# RAG application for "A Guide for First-Time Parents"

## Install tika and parse PDF file

- Install libraries
- Download PDF from the website [The Asian Parent](https://th.theasianparent.com/%E0%B8%84%E0%B8%B9%E0%B9%88%E0%B8%A1%E0%B8%B7%E0%B8%AD%E0%B8%94%E0%B8%B9%E0%B9%81%E0%B8%A5%E0%B8%A5%E0%B8%B9%E0%B8%81)
- Parse a PDF file using `tika`
- Clean text (using a simple created function)

In [28]:
import pandas as pd
import numpy as np
import faiss

import tika
tika.initVM()
from tika import parser
from unidecode import unidecode
import json

In [24]:
# parsed_book = parser.from_file("baby_0_3.pdf")

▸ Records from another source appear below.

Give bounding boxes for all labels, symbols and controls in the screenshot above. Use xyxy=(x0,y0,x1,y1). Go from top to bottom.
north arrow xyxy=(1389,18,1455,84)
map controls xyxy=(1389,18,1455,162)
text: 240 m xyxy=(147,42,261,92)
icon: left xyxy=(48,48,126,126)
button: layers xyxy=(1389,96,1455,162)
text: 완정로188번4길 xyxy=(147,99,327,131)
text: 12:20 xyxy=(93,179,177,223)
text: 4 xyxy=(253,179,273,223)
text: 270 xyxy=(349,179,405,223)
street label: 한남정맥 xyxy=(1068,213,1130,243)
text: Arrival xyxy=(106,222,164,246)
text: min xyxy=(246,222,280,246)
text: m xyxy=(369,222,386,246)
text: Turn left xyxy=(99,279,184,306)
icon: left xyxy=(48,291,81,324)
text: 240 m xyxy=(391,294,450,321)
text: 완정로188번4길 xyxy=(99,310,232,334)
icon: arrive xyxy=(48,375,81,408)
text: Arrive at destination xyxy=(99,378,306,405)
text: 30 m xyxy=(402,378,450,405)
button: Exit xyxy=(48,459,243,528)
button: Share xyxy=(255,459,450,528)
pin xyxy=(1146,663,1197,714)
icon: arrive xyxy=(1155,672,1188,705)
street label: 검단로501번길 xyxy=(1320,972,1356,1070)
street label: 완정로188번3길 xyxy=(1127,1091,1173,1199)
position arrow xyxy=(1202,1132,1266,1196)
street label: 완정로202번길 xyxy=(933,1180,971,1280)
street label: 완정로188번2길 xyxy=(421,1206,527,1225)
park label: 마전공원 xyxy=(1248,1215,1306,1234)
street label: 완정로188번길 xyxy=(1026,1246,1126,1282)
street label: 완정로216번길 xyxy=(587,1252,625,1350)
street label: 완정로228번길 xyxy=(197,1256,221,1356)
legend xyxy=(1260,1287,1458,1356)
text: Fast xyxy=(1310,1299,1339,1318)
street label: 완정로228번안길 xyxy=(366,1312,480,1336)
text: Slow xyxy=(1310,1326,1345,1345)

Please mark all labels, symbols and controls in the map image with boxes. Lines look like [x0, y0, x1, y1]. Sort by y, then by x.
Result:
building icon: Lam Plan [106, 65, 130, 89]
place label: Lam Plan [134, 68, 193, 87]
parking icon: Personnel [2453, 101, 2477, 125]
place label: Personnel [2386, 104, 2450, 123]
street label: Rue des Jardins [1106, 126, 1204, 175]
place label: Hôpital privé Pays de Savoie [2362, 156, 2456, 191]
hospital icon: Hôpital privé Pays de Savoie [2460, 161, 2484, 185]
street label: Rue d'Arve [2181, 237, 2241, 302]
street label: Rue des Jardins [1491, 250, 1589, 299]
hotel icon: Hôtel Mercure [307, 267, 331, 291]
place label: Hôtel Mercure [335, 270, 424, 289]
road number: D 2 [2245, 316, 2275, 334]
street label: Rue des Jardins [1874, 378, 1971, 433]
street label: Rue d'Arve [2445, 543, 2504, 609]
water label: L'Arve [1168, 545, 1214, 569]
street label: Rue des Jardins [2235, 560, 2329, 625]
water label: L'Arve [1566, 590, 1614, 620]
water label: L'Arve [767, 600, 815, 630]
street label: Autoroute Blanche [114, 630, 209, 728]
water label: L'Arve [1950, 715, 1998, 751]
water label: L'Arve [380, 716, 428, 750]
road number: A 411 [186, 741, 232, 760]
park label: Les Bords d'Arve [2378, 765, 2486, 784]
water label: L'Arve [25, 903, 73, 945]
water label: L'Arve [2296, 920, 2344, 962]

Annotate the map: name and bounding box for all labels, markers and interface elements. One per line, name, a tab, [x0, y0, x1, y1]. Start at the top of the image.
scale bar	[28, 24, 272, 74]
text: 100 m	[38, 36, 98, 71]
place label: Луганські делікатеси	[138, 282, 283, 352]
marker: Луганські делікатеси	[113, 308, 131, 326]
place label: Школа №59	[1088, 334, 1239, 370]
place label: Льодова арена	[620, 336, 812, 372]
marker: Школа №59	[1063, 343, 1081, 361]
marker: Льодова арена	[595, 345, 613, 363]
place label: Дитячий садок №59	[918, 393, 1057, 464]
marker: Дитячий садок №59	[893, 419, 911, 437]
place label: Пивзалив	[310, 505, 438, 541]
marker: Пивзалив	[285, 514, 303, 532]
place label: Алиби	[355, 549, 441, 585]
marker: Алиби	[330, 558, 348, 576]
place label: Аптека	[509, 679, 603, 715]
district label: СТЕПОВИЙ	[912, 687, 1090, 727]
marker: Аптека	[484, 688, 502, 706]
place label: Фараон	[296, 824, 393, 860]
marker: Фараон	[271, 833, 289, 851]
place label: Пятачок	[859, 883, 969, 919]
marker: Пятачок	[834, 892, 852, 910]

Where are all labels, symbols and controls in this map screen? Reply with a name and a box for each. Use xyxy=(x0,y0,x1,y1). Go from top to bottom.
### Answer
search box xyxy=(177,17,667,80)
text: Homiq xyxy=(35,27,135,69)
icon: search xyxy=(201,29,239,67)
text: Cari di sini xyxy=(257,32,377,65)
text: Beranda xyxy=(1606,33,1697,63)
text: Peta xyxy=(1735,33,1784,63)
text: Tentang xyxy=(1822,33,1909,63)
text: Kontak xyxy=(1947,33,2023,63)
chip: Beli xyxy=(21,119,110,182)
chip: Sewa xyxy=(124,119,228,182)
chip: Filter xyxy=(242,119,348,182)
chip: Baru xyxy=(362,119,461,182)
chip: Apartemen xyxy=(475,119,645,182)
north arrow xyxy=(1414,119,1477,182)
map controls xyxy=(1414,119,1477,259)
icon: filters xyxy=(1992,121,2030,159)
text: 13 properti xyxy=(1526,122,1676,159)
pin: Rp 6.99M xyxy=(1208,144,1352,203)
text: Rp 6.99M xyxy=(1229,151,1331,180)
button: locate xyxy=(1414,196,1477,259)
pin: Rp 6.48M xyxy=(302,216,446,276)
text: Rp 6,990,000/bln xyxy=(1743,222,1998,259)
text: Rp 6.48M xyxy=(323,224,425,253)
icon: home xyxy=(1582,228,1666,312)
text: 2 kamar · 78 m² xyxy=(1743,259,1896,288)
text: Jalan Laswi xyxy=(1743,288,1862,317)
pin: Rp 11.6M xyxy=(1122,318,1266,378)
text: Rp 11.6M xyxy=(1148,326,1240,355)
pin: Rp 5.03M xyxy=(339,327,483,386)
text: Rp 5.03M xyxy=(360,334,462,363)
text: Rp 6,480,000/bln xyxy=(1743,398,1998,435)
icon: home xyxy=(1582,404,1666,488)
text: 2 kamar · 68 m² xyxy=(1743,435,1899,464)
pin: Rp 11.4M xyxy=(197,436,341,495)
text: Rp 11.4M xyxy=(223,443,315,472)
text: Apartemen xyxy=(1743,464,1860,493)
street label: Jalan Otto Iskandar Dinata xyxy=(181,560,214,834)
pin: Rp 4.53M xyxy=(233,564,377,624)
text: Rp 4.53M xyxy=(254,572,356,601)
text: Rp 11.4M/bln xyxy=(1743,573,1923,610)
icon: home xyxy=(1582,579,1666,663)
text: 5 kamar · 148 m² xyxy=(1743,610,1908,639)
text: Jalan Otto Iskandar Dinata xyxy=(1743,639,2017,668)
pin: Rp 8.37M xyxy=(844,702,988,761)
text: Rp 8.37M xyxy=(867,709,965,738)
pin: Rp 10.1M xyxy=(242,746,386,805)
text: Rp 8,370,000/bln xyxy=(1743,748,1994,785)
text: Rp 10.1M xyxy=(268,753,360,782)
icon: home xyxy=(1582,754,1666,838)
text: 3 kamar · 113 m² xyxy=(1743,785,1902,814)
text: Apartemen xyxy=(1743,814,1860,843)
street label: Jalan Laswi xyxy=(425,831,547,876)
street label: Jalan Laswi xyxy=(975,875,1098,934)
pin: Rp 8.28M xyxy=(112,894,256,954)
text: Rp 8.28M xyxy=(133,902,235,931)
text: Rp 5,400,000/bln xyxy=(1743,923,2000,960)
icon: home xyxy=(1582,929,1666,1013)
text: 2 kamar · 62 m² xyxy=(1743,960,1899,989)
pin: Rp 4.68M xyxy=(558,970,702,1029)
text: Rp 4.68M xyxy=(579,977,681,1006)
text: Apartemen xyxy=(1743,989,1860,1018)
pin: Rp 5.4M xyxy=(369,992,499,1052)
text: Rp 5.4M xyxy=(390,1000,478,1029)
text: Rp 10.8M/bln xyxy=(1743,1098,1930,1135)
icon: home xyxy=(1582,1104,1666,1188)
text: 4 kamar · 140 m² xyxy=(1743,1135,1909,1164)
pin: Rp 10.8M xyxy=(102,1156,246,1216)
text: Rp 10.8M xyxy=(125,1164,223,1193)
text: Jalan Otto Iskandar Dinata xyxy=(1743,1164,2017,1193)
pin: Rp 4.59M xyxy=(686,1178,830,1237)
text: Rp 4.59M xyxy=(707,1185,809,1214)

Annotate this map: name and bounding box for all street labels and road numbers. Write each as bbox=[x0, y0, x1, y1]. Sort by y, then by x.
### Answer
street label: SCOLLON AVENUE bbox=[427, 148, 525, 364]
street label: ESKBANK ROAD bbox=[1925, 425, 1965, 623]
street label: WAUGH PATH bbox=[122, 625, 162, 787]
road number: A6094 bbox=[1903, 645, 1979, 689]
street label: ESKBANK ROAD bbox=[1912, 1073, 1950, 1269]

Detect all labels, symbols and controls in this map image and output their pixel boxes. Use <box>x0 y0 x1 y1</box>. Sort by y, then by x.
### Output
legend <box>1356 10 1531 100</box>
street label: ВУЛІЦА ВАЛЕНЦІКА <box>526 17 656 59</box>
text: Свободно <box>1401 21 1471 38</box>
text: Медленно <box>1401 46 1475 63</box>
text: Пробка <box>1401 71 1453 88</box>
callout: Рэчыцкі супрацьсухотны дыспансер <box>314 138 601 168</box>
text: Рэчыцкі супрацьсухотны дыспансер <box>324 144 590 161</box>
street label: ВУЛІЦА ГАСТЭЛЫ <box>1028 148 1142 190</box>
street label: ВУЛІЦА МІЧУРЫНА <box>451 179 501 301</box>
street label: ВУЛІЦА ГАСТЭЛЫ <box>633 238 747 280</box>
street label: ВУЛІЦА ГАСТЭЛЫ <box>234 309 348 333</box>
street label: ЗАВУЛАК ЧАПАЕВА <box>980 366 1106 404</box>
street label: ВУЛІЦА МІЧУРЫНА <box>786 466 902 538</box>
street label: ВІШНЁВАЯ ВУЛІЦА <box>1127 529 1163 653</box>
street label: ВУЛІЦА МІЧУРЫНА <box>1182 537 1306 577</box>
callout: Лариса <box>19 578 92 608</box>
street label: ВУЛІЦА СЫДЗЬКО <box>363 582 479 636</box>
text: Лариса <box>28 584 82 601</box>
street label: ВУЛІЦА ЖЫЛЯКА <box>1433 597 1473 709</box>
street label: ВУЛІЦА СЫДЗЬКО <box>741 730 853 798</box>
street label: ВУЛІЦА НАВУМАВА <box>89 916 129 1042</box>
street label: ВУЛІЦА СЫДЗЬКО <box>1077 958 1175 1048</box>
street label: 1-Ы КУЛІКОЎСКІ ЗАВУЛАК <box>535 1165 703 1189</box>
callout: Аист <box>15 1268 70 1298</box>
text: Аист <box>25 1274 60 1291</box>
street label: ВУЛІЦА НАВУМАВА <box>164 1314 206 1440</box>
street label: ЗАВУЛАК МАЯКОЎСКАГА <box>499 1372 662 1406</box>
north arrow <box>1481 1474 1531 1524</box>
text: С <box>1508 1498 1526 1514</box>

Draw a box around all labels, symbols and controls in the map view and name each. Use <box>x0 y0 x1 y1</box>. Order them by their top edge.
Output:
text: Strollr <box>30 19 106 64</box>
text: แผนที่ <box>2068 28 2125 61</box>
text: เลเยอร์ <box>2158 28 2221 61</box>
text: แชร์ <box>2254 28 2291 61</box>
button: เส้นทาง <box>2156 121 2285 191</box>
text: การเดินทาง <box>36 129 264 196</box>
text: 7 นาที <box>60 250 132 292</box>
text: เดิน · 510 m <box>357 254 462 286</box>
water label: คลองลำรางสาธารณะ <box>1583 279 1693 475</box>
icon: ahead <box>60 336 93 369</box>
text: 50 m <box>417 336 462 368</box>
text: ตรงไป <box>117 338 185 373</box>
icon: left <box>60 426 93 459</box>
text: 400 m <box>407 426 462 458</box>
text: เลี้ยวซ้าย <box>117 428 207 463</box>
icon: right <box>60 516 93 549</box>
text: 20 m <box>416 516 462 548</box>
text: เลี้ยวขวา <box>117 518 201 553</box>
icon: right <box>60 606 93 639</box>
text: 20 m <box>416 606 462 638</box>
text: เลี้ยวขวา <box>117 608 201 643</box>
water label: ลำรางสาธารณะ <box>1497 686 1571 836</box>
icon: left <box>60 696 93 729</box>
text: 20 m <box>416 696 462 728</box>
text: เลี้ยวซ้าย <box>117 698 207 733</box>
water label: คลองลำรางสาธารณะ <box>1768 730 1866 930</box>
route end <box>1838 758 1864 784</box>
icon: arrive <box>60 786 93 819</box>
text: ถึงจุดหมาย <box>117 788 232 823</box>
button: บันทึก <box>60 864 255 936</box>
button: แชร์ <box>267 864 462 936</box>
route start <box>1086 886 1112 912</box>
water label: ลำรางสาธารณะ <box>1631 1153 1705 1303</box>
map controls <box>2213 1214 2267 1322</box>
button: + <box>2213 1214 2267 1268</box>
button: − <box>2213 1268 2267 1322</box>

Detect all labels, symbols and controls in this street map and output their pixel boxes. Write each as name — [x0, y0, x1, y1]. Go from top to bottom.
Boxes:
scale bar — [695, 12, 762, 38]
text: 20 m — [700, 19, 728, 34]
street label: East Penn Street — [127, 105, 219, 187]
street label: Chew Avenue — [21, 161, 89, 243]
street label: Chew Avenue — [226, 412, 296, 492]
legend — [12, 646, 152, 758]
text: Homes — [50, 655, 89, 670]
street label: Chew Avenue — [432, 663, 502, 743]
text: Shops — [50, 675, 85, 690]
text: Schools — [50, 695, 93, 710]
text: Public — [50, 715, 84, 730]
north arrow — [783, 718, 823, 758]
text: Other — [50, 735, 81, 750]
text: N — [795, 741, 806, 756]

# n_pages = int(parsed_book["metadata"]["xmpTPg:NPages"])
# print(n_pages)

In [95]:
files = ["chief complaint", "making appointment", "medical experts"]
contents = []
intents = []
for file in files:
    with open(f"../data/{file}.txt", "r", encoding="utf-8") as f:
        file_contents = f.readlines()
        contents.extend()
        intents.extend([file]*len(file_contents))

In [25]:
def clean_text(text: str):
    """Clean parsed text from PDF for embedding"""
    text = text.replace("\uf70a", "่")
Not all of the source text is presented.